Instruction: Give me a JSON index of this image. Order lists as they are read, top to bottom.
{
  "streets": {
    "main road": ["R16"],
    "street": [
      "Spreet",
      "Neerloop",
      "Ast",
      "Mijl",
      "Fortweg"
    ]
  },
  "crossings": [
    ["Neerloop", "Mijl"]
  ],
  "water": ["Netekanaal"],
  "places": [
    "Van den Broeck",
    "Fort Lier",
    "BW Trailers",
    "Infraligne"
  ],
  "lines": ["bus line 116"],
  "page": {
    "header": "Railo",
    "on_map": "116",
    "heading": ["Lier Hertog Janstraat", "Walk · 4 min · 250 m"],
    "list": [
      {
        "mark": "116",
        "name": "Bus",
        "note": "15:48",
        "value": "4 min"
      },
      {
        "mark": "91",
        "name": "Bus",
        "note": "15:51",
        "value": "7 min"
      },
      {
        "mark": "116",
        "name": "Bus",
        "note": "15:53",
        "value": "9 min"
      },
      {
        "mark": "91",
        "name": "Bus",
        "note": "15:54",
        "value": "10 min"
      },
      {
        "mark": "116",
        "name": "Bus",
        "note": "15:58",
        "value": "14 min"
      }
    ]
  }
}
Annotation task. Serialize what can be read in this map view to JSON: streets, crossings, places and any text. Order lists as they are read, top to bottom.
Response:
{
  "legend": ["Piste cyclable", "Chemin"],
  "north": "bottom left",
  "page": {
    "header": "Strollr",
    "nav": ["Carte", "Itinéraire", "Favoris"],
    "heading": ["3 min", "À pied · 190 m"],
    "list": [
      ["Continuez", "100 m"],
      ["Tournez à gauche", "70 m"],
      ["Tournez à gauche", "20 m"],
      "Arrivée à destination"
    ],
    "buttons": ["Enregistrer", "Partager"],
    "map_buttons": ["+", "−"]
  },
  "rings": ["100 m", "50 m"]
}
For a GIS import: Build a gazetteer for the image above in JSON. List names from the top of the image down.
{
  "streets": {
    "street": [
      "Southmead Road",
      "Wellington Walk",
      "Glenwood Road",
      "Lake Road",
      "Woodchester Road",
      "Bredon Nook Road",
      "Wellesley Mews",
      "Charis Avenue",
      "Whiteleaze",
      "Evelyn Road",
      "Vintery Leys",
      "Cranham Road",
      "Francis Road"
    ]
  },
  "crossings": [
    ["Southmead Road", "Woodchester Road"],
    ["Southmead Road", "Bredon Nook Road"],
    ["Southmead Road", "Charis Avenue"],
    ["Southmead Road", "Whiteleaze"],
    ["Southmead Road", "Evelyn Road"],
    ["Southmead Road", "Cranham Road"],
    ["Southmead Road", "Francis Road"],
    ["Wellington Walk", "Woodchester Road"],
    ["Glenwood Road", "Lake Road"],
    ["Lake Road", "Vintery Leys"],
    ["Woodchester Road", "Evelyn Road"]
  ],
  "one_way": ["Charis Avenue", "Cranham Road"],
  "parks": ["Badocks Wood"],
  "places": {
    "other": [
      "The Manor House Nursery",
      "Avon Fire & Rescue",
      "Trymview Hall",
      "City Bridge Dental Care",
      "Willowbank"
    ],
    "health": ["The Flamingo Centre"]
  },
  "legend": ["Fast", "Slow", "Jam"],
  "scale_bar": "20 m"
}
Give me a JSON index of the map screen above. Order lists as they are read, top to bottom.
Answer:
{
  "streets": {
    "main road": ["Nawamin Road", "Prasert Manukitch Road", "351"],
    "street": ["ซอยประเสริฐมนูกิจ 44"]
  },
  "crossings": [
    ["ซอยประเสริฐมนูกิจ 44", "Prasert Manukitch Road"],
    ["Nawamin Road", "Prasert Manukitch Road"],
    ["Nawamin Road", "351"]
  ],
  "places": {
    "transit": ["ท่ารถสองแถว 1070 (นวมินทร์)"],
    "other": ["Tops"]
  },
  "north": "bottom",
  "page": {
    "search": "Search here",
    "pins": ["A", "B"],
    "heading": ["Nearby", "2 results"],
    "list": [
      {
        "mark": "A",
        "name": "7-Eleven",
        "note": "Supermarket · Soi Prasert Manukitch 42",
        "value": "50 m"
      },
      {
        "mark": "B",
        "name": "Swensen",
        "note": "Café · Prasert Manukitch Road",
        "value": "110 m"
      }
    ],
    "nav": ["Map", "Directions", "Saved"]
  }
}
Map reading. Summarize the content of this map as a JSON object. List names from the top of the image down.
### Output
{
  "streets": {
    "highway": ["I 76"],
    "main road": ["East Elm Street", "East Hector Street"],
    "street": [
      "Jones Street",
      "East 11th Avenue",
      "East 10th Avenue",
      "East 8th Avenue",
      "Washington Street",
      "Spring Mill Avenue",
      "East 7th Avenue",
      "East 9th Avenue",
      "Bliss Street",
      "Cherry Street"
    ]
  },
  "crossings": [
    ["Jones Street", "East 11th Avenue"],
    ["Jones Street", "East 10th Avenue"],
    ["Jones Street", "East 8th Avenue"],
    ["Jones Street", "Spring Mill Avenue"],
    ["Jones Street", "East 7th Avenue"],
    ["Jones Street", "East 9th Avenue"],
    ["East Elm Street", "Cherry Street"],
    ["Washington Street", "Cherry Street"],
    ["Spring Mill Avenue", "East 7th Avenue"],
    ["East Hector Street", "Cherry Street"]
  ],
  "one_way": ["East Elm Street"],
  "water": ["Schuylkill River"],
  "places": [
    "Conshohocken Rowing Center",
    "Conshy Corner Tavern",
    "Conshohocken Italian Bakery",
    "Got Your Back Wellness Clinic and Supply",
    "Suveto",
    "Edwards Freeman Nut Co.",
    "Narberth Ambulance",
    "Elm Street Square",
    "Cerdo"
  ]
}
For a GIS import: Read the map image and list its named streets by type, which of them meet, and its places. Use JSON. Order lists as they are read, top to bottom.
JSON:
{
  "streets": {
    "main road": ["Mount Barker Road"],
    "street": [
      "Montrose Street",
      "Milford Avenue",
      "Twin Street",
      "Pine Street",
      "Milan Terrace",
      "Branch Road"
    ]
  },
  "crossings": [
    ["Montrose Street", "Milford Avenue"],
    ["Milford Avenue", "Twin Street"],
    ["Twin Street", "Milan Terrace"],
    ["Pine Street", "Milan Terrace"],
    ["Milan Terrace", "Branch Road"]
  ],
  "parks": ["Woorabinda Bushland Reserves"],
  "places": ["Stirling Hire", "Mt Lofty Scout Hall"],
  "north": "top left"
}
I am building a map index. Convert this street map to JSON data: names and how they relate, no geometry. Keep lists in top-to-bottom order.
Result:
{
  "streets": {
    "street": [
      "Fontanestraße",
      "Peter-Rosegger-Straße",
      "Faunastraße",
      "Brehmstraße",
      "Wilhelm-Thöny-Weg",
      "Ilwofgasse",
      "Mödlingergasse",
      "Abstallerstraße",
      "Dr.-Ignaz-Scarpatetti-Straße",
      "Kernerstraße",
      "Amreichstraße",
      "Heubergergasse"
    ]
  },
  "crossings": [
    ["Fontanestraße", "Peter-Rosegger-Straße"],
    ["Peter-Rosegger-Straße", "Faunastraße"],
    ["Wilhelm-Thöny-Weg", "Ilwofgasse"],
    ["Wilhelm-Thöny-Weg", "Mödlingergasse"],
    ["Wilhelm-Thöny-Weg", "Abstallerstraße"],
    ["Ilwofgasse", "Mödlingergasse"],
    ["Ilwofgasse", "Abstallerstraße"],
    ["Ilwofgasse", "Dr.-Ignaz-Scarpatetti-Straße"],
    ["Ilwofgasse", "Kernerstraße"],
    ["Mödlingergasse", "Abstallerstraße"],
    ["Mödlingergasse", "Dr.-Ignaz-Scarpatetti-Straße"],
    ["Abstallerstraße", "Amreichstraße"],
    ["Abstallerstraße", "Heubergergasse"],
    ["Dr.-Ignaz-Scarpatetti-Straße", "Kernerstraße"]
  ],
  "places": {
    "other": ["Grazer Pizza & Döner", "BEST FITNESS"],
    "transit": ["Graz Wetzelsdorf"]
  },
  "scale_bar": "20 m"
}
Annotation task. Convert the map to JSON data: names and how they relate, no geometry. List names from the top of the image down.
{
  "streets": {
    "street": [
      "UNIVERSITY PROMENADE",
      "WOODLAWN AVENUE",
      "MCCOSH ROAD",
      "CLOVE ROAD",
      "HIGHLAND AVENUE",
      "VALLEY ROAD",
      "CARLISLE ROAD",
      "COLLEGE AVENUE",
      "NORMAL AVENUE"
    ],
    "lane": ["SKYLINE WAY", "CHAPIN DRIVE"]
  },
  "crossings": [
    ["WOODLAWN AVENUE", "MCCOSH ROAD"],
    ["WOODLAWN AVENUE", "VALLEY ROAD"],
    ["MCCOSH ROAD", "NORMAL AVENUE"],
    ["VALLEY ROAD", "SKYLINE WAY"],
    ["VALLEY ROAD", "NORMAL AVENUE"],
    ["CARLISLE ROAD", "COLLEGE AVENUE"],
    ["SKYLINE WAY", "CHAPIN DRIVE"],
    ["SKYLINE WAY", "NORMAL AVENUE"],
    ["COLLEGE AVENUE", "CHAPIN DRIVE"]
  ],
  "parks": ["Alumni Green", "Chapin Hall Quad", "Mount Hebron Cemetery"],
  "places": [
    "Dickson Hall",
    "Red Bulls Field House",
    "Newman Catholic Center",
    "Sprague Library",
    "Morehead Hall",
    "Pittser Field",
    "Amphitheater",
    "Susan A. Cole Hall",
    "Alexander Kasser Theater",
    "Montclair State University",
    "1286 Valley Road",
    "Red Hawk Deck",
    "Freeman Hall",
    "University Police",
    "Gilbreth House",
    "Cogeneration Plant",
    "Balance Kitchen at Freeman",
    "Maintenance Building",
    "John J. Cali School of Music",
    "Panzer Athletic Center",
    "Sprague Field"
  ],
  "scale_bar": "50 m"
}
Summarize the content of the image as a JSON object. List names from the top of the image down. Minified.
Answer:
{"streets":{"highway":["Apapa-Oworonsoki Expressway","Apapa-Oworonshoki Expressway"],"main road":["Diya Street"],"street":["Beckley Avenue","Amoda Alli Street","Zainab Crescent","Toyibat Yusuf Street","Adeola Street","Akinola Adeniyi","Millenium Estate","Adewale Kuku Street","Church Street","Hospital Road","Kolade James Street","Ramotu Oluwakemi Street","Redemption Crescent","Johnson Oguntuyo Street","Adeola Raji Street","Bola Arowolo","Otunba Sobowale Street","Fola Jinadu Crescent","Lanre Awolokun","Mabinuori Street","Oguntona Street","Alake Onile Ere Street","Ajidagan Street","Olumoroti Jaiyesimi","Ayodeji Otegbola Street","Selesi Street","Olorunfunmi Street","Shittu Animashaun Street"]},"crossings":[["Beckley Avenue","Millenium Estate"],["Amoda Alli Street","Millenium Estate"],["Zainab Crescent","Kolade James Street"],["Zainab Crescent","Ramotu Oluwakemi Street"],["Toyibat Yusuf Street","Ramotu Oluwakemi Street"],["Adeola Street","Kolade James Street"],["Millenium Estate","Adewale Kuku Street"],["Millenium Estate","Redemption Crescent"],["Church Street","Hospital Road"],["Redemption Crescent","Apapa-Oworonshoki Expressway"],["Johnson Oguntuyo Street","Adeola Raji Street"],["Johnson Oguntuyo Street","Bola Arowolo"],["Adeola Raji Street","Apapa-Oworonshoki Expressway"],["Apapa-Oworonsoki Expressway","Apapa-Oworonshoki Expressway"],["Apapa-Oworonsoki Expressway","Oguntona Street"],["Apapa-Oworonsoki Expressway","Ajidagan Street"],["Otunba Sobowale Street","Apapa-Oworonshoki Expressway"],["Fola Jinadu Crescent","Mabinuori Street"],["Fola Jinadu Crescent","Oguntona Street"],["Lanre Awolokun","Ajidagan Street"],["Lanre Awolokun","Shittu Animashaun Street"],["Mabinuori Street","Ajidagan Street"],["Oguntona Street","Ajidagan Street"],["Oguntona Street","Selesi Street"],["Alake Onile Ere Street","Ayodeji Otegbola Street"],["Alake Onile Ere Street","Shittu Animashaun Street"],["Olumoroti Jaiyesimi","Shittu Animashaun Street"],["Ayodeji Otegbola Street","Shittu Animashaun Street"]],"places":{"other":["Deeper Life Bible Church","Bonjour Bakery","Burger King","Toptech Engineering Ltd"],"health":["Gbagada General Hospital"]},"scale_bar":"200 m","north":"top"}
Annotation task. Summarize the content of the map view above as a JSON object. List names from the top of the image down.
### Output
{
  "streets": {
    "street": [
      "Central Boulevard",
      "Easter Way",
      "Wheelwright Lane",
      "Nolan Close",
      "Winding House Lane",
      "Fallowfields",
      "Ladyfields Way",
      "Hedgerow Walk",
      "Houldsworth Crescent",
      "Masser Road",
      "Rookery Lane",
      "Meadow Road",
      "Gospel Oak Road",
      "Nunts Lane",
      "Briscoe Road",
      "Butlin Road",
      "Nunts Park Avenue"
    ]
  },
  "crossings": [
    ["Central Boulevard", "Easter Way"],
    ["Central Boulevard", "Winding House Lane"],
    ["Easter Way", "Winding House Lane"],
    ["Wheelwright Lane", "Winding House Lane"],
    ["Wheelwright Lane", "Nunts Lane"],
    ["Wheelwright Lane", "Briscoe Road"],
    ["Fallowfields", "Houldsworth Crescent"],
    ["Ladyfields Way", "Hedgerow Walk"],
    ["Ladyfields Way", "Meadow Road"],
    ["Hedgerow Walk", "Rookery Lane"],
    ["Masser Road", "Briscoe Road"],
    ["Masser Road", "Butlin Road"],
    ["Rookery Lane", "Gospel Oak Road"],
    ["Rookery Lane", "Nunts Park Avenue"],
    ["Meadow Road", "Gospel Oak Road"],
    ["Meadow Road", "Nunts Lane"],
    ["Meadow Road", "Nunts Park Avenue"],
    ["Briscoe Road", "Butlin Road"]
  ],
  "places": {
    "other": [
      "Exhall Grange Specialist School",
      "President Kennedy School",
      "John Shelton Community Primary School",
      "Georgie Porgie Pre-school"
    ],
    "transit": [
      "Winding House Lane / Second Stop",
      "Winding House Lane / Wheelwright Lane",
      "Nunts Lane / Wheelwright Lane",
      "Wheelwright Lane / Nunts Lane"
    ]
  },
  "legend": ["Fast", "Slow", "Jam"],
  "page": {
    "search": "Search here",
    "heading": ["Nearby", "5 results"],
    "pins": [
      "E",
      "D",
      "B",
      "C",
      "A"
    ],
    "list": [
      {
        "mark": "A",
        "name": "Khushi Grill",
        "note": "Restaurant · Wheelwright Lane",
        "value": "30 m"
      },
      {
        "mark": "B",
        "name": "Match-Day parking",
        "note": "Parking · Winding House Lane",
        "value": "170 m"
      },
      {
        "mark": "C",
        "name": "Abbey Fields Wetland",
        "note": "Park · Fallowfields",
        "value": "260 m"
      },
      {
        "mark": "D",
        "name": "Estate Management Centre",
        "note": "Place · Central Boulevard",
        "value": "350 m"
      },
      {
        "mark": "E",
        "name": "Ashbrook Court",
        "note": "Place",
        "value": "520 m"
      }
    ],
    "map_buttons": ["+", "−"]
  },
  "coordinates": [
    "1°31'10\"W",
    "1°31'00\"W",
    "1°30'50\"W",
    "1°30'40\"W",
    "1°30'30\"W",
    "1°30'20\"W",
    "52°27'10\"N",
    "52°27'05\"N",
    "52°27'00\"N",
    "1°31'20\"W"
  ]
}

-----

> **Problem**: Exactly how many lines of the records hold "this"? Give the number without any words.

> **Reply**: 4